Jika itu terjadi memungkinkan penyelewengan kekuasaan yang akan mengarah pada KKN. Karena ada unsur bagi-bagi kue kekuasaan. Adanya kebijakan yang mudah diubah, dipaksakan serta terburu-buru. Ditambah lagi kebijakan itu hadir di tengah kekacauan. Kenaikan utang negara, pajak naik, beban kebutuhan hidup rakyat naik, serta tingginya kasus moralitas, dan sebagainya. Dari hal-hal tersebut bisa dikatakan bahwa penambahan kabinet akan menjadikan tumpang tindih kebijakan, juga akan menambah persoalan baru.
Sistem Salah Membawa Bencana
Kebijakan bagi-bagi kue kekuasaan adalah hal lumrah dalam sistem politik demokrasi kapitalisme. Pasalnya, kemenangan presiden terpilih ditopang oleh saham-saham yang telah ditanamkan partai maupun non partai. Tidak dimungkiri bahwa biaya pemilu dalam sistem Demokrasi sangat mahal, khususnya biaya kampanye untuk meyakinkan rakyat agar memilih mereka dalam jabatan pemerintahan. Di sini, mereka membutuhkan dana yang sangat besar. Sehingga partai yang mengusung calon presiden membuka ruang saham untuk modal kampanye bagi siapa saja termasuk para korporat.

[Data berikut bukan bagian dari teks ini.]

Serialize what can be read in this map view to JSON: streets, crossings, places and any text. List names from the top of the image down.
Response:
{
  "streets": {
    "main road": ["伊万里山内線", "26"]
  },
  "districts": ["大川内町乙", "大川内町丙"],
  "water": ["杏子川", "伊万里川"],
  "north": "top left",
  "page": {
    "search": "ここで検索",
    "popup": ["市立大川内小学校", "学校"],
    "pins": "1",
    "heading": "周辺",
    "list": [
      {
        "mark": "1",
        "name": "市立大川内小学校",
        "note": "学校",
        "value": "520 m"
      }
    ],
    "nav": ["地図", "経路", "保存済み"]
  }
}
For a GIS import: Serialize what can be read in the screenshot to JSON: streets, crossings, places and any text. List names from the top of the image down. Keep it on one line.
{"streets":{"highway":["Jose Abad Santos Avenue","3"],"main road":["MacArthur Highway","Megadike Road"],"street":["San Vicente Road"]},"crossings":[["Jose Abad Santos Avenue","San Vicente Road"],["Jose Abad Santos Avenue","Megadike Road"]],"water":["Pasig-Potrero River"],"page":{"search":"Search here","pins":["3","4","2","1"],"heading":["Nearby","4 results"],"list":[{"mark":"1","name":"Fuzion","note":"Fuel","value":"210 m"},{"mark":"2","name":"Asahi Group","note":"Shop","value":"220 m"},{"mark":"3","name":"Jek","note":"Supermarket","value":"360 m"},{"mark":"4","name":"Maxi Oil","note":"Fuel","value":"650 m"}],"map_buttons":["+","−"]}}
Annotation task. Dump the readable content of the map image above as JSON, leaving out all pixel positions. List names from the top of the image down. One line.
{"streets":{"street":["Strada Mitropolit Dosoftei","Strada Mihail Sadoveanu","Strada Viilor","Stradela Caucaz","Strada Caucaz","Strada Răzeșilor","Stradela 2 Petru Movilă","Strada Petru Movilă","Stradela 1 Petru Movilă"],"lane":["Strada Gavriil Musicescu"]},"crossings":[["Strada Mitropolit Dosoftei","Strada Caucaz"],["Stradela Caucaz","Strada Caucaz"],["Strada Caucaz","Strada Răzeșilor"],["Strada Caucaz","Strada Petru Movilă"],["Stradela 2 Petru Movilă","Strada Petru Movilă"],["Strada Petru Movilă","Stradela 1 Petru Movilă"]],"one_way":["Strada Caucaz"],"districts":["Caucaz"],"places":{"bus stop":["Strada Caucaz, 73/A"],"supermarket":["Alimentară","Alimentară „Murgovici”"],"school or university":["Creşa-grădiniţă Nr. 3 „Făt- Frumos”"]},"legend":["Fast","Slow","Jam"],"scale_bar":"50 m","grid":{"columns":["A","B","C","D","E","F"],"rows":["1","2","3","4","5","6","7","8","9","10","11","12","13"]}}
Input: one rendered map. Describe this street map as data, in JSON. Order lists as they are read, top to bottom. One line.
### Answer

Ketika kekuasan di tangan, tentunya para pemenang tidak mau rugi. Karena sistem kapitalisme yang memaksa mereka untuk mengambil keuntungan, bahkan harus lebih besar daripada modal. Sayangnya, waktu berkuasa sangat minim, yakni 5 tahun. Sehingga mereka harus bekerja ekstra untuk mengembalikan dan mencari modal demi pemilu berikutnya. Alhasil, amanah yang harusnya dijalankan, menjadi terabaikan, rakyat pun jadi korban.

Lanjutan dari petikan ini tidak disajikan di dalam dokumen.